The method according to claim 12, wherein the information of the processing function is API interface information of the processing function.

A reasoning method, characterized in that the method includes: Obtain the model information of the calculation model used for reasoning sent by the source computing device, and load the calculation model indicated by the model information through the reasoning acceleration resource; Obtain the data to be inferred sent by the source computing device, use the inference acceleration resource to call the loaded calculation model, and perform inference processing on the data to be inferred through the calculation model; The result of the inference processing is fed back to the source computing device.

The method according to claim 14, wherein the model information of the calculation model is identification information or verification information of the calculation model; The acquiring the model information of the calculation model used for reasoning sent by the source computing device and loading the calculation model indicated by the model information through the reasoning acceleration resource includes: According to the identification information or the verification information, it is determined that the calculation model does not exist locally, the calculation model is requested from the source computing device, and after the calculation model is obtained from the source computing device, The reasoning acceleration resource is loaded into the calculation model.

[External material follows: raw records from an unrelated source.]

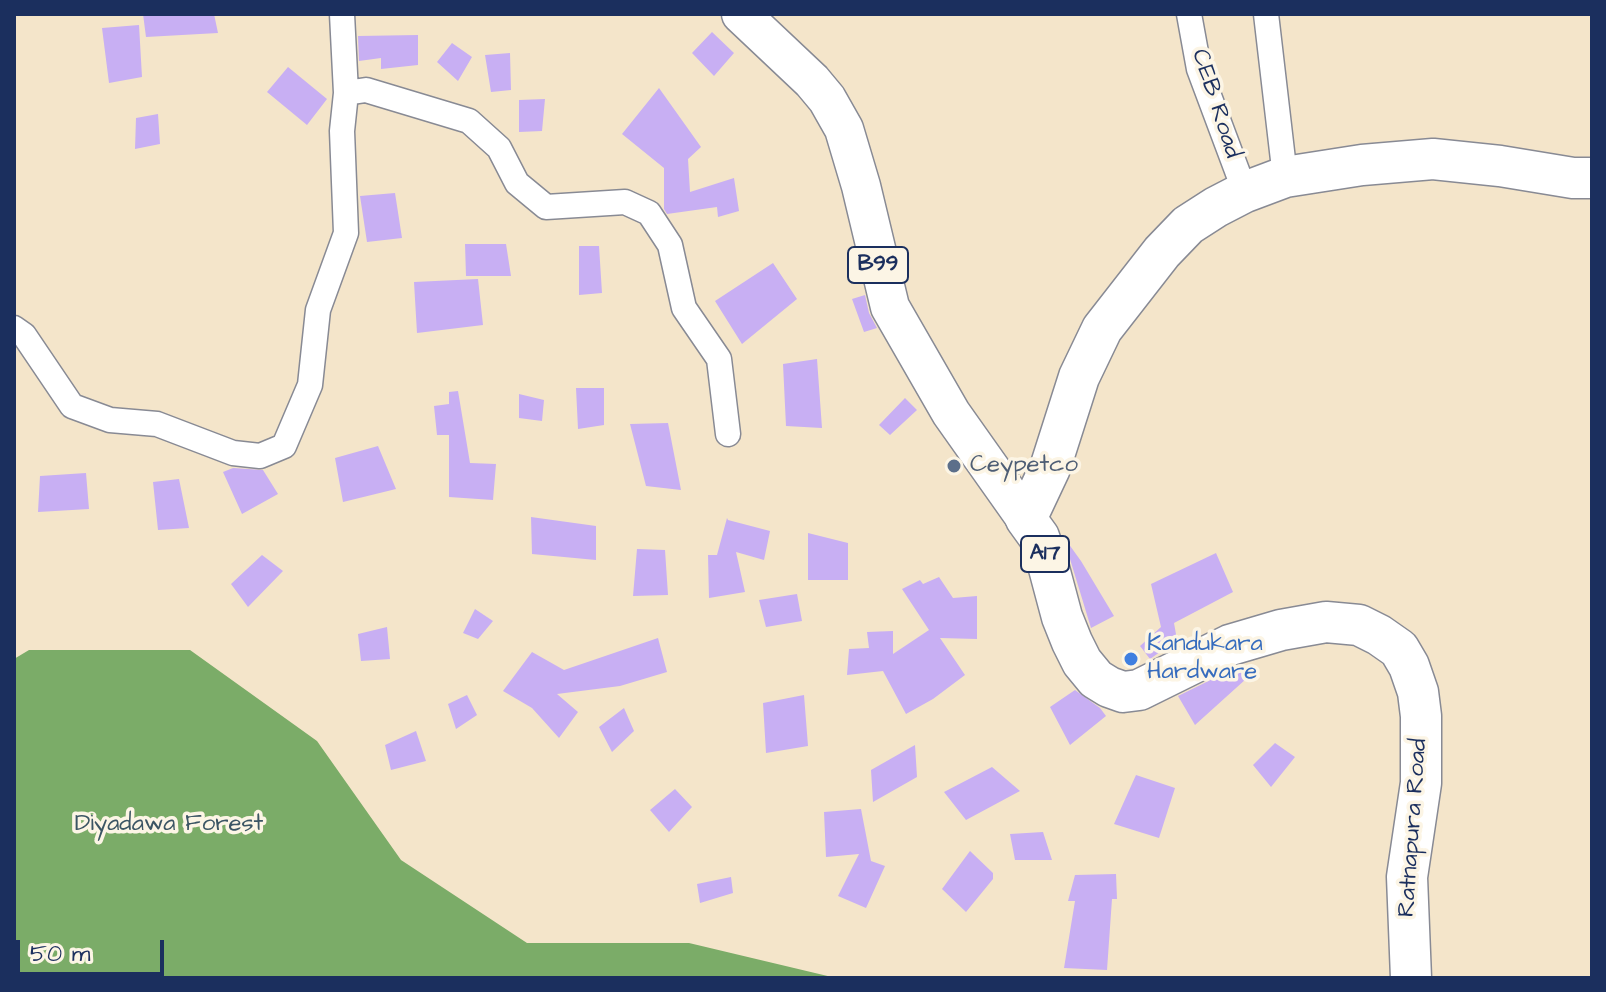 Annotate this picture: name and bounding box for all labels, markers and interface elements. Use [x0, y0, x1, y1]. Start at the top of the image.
street label: CEB Road [1184, 46, 1246, 162]
road number: B99 [848, 247, 908, 283]
place label: Ceypetco [970, 452, 1078, 480]
marker: Ceypetco [945, 457, 963, 475]
road number: A17 [1021, 536, 1069, 572]
place label: Kandukara Hardware [1147, 631, 1263, 687]
marker: Kandukara Hardware [1122, 650, 1140, 668]
street label: Ratnapura Road [1393, 738, 1435, 918]
park label: Diyadawa Forest [75, 811, 263, 839]
scale bar [20, 924, 168, 974]
text: 50 m [30, 937, 90, 971]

The method according to claim 14, wherein the acquiring the data to be inferred sent by the source computing device uses the calculation model loaded by the inference acceleration resource call, and performs the calculation on the data to be inferred through the calculation model. Inference processing, including: Obtain the data to be inferred sent by the source computing device and the information of the processing function in the calculation model to be called. By calling the processing function indicated by the information of the processing function in the loaded calculation model, Describe the data to be inferred for inference processing.

The method according to claim 16, wherein the information of the processing function is API interface information of the processing function.

The method according to claim 14, wherein the reasoning acceleration resource includes one or more types; When the reasoning acceleration resource includes multiple types, different types of reasoning acceleration resources have different usage priorities; The calculation model for loading the model information instruction through the inference acceleration resource includes: according to a preset load balancing rule and the priority of multiple types of the inference acceleration resource, using the inference acceleration resource to load the model information instruction Calculation model.

An electronic device, comprising: a processor, a memory, a communication interface, and a communication bus. The processor, the memory, and the communication interface communicate with each other through the communication bus; The memory is used to store at least one executable instruction, the executable instruction causes the processor to perform an operation corresponding to the reasoning method described in any one of request items 9 to 13, or the executable instruction The processor is caused to perform an operation corresponding to the inference method described in any one of request items 14 to 18.

A computer storage medium on which a computer program is stored, and when the program is executed by a processor, the reasoning method as described in any one of claims 9 to 13 is realized; or, as described in any one of claims 14 to 18 The reasoning method described.